Given the following statement:

$\mathbb{Z}[x]/(1-x,n) \cong \mathbb{Z}_{n}$ for $n \in \mathbb{N}$.

How would one go around wrapping their head around it?

For instance, when dealing with factor rings like $\mathbb{R}[X]/(X^2 + 1)$ everything is of the form $a+bX$ and then you can apply the "think-of-generator-as-zero" trick and obtain $X^2=-1$ and see how it's isomorphic to $\mathbb{C}$.

But what happens when you factor a ring by an ideal generated by two elements? What's the form of the elements inside $\mathbb{Z}[x]/(1-x,n)$?

Answer 1

The isomorphism works for any $n$, and is true because of the 3rd isomorphism theorem: $$\mathbf Z[X]/(np,1-X)\simeq (\mathbf Z[X]/n\mathbf Z[X])/\bigl((n,1-X)/p\mathbf Z[X]\bigr)$$ and of this isomorphism: $\;\mathbf Z[X]/n\mathbf Z[X]\simeq (\mathbf Z/n\mathbf Z)[X]$.

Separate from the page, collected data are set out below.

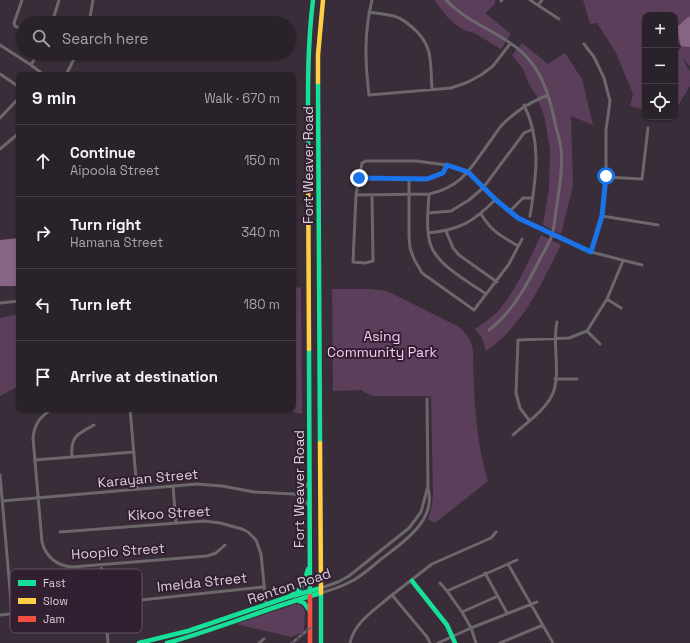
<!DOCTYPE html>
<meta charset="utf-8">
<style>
body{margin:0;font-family:"Space Grotesk",sans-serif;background:#362f36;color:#f1f3f6}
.controls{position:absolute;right:12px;top:12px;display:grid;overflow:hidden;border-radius:8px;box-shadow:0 1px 3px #0004}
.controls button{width:36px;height:36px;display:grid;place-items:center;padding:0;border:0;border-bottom:1px solid #463f47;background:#2a222a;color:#f1f3f6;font:20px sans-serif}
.stop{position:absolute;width:12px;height:12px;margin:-9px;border:3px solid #1a73e8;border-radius:50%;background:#fff}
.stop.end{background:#1a73e8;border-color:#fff;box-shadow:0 1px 4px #0008}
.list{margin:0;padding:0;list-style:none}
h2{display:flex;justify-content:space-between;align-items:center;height:52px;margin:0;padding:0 16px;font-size:17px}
h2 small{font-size:13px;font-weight:400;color:#a5a4a8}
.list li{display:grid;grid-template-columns:26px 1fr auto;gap:12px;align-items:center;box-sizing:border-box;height:72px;padding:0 16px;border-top:1px solid #463f47}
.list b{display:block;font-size:15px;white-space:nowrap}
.list p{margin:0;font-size:13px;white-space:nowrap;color:#a5a4a8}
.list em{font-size:13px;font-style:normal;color:#a5a4a8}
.icon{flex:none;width:22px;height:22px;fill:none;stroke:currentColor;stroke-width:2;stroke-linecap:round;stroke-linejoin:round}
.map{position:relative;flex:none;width:690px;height:643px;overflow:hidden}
.search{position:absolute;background:#2a222a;box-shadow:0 1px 3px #0004;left:16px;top:16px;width:280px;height:44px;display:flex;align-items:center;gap:10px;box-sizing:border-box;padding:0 14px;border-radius:22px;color:#a5a4a8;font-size:15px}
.panel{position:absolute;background:#2a222a;box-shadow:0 1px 3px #0004;left:16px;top:72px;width:280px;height:340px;border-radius:8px}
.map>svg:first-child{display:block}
</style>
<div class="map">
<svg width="690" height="643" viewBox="0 0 690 643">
<rect width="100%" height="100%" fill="#382d38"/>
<!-- green -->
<path fill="#5b3f5a" d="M 434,0 L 495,0 L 495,4 L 485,13 L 511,34 L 501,49 L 474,33 L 464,30 L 456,25 L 448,18 Z
M 583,0 L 690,0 L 690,65 L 689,66 L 682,57 L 690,72 L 690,86 L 676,109 L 675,110 L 675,44 L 679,51 L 681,46 L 675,39 L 675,15 L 645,15 L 645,110 L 630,106 L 633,94 L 616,53 L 597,23 L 590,24 Z
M 522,43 L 548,64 L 565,53 L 582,79 L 593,125 L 571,116 L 573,186 L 561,234 L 543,225 L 549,188 L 550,149 L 544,115 L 536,95 L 529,84 L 523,69 L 512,55 Z
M 541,235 L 561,245 C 541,284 524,325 486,351 L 482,338 L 475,329 C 484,323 493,317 500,309 C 517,288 529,260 541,235 Z
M 301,287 L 302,414 L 283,409 L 293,409 L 293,288 Z
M 332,289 L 370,289 L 387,291 L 459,327 C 467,334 472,341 473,352 C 474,398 475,436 488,481 L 435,523 L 428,519 L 432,505 L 433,493 L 431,396 L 373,396 L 364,392 L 362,390 L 333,391 Z
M 19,314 L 19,386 L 0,396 L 0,318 Z
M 296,604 L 301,605 L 305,611 L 304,632 L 291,637 L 236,624 Z"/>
<!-- water -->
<path fill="#866484" d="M 689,16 L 690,18 L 690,47 L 681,46 L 676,28 Z
M 19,238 L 19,286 L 0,286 L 0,240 Z"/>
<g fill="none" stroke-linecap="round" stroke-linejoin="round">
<!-- street -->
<path stroke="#6c676b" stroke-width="3" d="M 22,0 L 14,23 L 15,26 L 23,30
M 372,0 C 364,33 365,61 369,95 L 451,88 L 468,82 L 481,75 L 493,66 L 510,44
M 446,0 C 470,26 509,34 531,62 C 546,81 551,104 556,127 C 558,134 560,141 561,148 C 563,168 559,191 556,211 C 555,219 554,228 552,235 C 550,242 545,250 541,257 C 528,283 513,312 489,330
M 530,0 L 559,19
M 501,1 L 502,0
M 538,5 L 542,0
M 369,12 C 379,14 391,14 399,18 C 404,20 408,24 412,27 C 434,46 430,61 432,89
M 52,23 L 59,0
M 89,23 L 93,0
M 584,44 L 594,57 L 604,78 L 610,101 L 606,130 L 606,177 L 602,216 L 591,252
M 0,45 L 31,65 L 38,53
M 31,65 L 44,75
M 0,74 L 19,87
M 66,75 L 77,53
M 524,105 C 542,141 536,178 530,216
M 0,118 L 19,98
M 0,149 L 19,133
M 606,177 L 642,179 L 648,128
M 359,178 L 427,179 L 443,173 L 447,165
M 409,180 L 409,236 L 410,248 L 414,259 L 422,273 L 474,310 L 509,264 L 522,239
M 429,194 C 428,210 426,228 430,243 C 436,265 469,282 486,294
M 356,195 L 429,194 C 463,187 472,166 491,140 C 495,135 498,129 502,125 C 517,110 529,103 548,95
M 372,195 L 373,261 L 365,263 L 353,262 L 356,195 L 362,163 L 366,161 L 416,161 L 447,165 L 468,172 L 495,200 L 518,218 L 591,252 L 642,265
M 509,212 L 523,198 L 533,198
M 428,213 L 451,211 L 469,200 L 483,188 L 524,133 L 533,129
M 481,214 C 492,232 501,236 518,246
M 602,216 L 658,225
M 446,231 L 453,248 L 459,255 L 497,282
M 428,233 C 460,230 473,222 495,200
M 607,299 L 621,308
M 0,303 L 19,301
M 587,331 L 600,344
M 555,379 L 577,379
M 53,409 C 41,415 34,424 33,438 L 42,542 C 46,557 57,566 72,567 L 207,556 L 216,553 L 225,545
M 130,409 L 137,489
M 529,420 L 520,408 L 516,393 L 518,340 L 569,338 L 587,331 L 607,299 L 623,261
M 513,435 C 526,423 546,410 553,393 C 561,373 552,343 557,322
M 72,457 C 70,437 77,434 94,425
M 35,460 L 134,452
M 0,475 L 12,613
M 173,486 L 176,522
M 296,495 L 304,499 L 308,505
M 2,501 L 197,484 L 222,486 L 254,492 L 294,494 L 303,492 L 307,484
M 60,532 L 204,521 L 220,523 L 242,529 L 248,532 L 256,540 L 261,554 L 266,605
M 508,564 L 517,560
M 101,565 L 108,643
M 485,573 L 507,613
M 440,583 L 447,591
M 321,588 L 338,582 L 349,576 L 409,528 L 421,512 L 428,486 L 427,399
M 321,593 C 331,590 341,587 350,582 C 361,577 370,568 380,560 C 402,543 437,521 428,488
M 462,612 L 498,596
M 0,615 L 263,587
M 259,643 L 264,639
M 350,643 C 355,621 376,609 392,595
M 430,643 L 427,637 L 392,595 L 432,564 L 491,538 L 496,532
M 438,643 L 471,628 L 462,612 L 447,591 L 508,564 L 553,643
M 476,643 L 471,628 L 537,602
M 500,643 L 543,625"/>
<!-- fast -->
<path stroke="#16e098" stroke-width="4.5" d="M 318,82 L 320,443
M 308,146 C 308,97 307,49 313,0
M 309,349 L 310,596
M 412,581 L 447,625 L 455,643
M 321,593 L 321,643
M 288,597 C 303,590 304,584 308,569
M 296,600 L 304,603 L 310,611
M 139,643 L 188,631 L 288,597 L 321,588
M 167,643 C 219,629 269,607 321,593"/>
<!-- slow -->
<path stroke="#ffcf43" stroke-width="4.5" d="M 318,82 L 318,55 L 323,0
M 308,146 L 309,349
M 320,443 L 321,593"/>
<!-- jam -->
<path stroke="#f24e42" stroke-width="4.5" d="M 310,596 L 310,643"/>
<!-- rail casing -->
<g stroke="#716b71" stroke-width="2.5">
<path id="rail" d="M 292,643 L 310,628"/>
</g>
<!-- rail -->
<use href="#rail" stroke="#321f31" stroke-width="1" stroke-dasharray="3" stroke-linecap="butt"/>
</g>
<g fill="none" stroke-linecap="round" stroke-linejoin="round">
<!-- route -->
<path stroke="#1a73e8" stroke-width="5" d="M 359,178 L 427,179 L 443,173 L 447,165 L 468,172 L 496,200 L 518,218 L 591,252 L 602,216 L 606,176"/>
</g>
<g text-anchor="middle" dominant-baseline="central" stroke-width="4" stroke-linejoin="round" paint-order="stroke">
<!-- street labels -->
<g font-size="14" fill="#daced9" stroke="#321f31">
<text transform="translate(308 165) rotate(-90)">Fort Weaver Road</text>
<text transform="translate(148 478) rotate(-5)">Karayan Street</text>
<text transform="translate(299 489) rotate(-90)">Fort Weaver Road</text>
<text transform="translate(169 513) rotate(-3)">Kikoo Street</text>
<text transform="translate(118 551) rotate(-4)">Hoopio Street</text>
<text transform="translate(202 582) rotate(-6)">Imelda Street</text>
<text transform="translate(289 586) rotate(-18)">Renton Road</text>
</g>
<!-- park labels -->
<g font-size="14" fill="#fbcbf8" stroke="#321f31">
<text x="382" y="336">Asing<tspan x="382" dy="16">Community Park</tspan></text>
</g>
</g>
<!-- legend -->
<rect x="10" y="569" width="132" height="64" rx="6" fill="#321f31" stroke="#645463" stroke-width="1"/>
<rect x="18" y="580" width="18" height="6" fill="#16e098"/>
<rect x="18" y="598" width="18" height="6" fill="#ffcf43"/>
<rect x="18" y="616" width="18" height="6" fill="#f24e42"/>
<g font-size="11" fill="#daced9">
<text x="43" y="587">Fast</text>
<text x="43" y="605">Slow</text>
<text x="43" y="623">Jam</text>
</g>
</svg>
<div class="controls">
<button>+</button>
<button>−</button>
<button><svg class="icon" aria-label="locate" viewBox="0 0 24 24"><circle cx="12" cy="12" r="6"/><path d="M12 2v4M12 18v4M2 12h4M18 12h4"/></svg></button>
</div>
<div class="stop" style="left:606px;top:176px"></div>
<div class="stop end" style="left:359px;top:178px"></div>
<div class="search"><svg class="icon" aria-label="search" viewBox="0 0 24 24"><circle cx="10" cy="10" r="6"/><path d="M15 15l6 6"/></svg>Search here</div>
<section class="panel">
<h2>9 min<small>Walk · 670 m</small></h2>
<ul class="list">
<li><svg class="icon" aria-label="ahead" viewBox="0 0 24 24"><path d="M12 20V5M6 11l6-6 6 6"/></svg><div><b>Continue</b><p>Aipoola Street</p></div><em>150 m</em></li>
<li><svg class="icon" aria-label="right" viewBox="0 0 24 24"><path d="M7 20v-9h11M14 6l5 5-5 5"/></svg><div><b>Turn right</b><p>Hamana Street</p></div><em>340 m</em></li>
<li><svg class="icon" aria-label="left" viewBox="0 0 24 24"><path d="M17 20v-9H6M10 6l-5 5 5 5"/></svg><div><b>Turn left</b></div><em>180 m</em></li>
<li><svg class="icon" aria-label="arrive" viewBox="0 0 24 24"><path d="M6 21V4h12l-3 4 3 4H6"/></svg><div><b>Arrive at destination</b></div></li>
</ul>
</section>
</div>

In practice, a polynomial $f(X)$ modulo $(n, 1-X)$ is the same as$\bar f(\bar1)$ where $\bar f$ is the polynomial with coefficients reduced modulo $n$.

Answer 2

Well, the intuition is pretty much the same, you want morphism $\varphi:\Bbb Z[x]\to \Bbb Z_p$ such that $1-x$ and $p$ map to $0$, i.e. $\varphi(x) = \varphi(1)$, $\varphi(p) = p\varphi(1) = 0$. Reasoning is that ideal is sent to $0$ if and only if its generators are. Now, if you send $1$ to $1$, you get map $$\varphi(a_0+a_1x+\ldots+a_nx^n) = a_0+a_1+\ldots+a_n.$$ This is obviously surjective map, all it now needs to be shown is $\ker \varphi = (1-x,p)$ to establish the requested isomorphism. Now, if $f\in\ker\varphi$, then the sum of it's coefficients is divisible by $p$. Let $\{a_{i_1},\ldots a_{i_k}\}$ be all coefficients of $f$ divisible by $p$ and $\{b_{j_1}\,\ldots, b_{j_l}\}$ those that are not. Now, $$f=\sum_r a_{i_r}x^{i_r} + \sum_r b_{j_r}x^{j_r}$$ where the left sum is divisible by $p$, and the right has $1$ as its root, hence is divisible by $1-x$. We conclude that $f = g(x)(1-x)+h(x)p$ and thus $f\in (1-x,p)$ completing the proof.

As you can see, $p$ being prime had absolutely no role, except that for $p$ prime you can conclude that $(1-x,p)$ is maximal ideal. If $p$ weren't prime, $\Bbb Z_p$ would not be integral domain and $(1-x,p)$ wouldn't be prime ideal.